_Action item_. From the records below, count the lines containing the word "background" and give only that number.

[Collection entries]
============
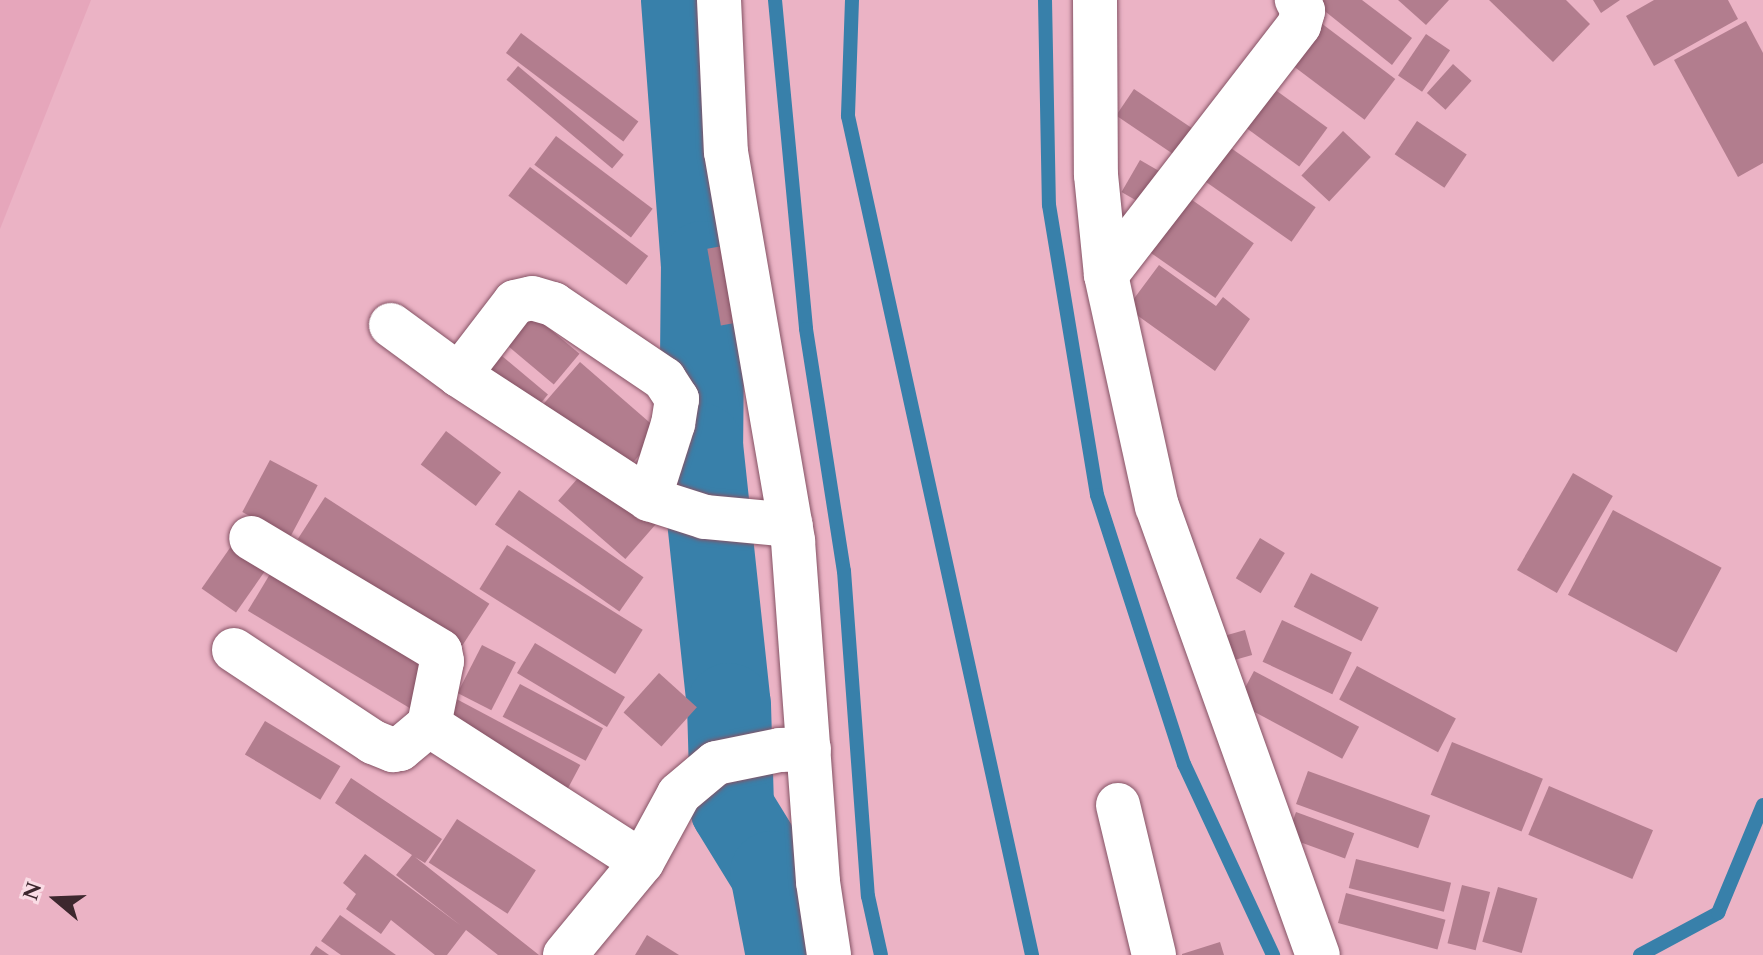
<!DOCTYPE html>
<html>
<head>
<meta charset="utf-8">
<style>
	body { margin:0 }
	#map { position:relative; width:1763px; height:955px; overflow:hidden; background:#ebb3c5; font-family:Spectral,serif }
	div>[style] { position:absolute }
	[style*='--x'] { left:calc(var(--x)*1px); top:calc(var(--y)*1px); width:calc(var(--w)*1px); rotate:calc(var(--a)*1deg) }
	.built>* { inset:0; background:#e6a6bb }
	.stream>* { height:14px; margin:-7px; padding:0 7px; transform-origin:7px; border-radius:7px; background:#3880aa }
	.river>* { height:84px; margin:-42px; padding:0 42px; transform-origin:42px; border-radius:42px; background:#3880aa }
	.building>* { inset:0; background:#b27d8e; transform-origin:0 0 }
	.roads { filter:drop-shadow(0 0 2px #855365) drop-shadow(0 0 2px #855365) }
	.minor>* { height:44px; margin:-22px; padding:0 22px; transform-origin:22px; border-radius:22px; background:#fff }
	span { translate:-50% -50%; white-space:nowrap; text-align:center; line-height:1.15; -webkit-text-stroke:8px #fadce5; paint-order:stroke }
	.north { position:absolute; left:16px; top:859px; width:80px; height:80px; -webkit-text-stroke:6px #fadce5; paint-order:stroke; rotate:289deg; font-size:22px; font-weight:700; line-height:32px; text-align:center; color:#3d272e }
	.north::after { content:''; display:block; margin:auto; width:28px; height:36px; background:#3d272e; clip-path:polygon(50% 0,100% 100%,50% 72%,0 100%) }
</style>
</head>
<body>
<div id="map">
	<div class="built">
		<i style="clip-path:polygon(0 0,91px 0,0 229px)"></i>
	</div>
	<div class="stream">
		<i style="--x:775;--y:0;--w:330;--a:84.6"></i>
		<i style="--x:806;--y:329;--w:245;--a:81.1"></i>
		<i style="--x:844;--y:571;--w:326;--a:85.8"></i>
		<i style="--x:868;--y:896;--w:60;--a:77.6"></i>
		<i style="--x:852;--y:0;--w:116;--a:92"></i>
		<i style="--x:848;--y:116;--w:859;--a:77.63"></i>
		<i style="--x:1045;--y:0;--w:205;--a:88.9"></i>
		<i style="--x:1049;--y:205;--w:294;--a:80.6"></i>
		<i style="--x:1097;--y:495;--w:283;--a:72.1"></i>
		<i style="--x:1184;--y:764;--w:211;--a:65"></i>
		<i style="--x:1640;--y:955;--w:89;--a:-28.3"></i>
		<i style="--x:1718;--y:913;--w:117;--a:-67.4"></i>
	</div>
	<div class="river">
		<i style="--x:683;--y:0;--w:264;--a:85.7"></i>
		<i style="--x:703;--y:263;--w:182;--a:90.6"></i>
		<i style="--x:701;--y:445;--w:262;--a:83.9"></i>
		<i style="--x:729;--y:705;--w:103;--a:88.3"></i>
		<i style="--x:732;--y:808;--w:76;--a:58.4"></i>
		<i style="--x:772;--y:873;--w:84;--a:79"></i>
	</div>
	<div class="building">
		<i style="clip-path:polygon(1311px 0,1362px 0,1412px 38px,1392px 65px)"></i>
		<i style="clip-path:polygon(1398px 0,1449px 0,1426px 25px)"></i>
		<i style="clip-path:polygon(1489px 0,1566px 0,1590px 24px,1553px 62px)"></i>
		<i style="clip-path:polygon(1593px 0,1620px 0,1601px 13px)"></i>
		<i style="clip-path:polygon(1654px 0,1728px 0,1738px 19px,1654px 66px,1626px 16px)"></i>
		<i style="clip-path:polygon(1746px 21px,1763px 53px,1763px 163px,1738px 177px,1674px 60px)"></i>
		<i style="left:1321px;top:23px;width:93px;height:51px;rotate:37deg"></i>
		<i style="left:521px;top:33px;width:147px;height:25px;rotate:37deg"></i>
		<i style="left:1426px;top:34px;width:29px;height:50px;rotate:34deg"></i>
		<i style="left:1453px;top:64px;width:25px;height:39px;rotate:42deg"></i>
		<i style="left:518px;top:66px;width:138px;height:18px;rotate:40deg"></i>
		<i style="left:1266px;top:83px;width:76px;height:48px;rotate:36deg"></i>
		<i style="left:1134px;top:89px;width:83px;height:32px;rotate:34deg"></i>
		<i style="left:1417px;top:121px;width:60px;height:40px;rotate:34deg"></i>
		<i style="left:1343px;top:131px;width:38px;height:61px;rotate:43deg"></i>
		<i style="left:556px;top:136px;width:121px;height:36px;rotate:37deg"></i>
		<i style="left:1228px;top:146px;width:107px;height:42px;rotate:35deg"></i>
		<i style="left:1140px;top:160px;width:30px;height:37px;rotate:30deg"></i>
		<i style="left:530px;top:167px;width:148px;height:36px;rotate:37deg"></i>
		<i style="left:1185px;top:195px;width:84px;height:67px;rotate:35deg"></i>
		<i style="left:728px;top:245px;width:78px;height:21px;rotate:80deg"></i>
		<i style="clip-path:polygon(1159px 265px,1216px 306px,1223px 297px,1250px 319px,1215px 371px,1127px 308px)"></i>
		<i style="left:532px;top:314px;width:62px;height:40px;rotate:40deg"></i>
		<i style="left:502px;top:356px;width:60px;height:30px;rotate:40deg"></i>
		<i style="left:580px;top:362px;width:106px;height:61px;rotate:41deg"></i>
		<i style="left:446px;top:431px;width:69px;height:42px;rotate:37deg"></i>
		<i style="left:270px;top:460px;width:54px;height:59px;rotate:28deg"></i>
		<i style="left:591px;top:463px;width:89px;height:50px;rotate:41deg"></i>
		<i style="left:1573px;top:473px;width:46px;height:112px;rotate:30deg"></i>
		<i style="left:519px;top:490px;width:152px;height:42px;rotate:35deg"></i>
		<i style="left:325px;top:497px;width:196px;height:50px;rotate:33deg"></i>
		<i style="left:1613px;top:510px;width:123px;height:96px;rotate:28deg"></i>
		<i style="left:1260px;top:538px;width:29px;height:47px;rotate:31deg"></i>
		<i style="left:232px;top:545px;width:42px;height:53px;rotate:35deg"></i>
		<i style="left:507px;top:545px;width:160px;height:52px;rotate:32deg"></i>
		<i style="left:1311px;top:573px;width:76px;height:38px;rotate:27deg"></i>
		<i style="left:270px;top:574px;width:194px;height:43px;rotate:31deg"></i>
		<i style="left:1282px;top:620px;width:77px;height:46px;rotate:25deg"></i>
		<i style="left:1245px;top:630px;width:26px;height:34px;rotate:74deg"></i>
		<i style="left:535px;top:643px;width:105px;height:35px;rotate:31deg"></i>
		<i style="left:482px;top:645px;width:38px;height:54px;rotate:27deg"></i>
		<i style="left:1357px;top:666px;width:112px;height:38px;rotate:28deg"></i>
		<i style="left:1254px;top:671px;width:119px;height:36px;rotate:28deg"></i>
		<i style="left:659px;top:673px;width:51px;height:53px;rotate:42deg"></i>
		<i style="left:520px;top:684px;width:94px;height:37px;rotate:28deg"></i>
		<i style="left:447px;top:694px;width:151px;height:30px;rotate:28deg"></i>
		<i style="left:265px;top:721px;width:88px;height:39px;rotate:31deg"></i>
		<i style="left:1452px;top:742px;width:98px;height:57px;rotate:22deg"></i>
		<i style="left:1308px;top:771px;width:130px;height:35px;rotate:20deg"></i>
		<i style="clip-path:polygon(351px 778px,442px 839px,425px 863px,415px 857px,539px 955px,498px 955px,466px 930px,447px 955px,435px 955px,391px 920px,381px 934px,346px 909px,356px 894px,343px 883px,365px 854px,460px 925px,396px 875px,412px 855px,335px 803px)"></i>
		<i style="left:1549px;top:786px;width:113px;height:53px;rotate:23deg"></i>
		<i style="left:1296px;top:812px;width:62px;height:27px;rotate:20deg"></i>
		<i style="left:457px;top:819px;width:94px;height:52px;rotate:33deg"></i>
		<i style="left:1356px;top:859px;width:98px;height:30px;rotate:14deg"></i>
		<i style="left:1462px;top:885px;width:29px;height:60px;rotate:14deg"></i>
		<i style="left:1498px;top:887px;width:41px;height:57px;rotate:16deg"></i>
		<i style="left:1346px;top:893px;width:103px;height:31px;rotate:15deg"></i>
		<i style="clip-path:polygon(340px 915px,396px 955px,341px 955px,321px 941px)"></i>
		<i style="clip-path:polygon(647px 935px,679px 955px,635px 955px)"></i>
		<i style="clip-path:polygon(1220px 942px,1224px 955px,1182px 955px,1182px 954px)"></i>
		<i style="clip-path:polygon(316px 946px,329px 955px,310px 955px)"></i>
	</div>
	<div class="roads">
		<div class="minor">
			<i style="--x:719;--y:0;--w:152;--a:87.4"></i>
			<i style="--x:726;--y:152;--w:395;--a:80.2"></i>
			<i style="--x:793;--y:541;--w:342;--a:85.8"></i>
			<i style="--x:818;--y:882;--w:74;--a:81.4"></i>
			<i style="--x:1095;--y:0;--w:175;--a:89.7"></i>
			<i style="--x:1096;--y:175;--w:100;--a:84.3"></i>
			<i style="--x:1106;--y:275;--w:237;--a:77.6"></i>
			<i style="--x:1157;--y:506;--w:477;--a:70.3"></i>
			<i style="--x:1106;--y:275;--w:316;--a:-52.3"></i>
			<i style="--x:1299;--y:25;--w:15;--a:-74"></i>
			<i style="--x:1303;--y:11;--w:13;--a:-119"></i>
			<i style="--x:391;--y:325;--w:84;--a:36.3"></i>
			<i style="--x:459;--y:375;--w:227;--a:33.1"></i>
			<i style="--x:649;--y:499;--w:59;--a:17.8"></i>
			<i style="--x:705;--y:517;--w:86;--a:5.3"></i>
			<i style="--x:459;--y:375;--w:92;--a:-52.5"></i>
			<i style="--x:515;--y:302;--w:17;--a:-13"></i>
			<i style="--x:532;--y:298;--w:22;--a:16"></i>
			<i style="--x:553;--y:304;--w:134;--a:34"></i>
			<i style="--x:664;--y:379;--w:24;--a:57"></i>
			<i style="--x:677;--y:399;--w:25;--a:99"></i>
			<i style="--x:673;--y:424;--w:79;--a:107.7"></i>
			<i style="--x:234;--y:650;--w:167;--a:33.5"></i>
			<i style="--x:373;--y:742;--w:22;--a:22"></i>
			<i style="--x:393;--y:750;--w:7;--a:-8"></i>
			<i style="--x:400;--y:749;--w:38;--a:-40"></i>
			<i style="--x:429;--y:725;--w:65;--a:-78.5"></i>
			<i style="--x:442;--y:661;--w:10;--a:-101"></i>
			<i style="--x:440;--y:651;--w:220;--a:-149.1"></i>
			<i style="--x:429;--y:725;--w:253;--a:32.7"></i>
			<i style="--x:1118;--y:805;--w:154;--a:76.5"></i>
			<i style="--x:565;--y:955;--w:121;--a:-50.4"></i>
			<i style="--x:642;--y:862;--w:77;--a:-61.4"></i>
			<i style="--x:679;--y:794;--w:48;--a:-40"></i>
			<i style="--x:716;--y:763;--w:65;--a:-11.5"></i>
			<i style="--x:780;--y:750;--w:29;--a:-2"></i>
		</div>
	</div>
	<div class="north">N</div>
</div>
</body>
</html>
============
_Result for this task_. 7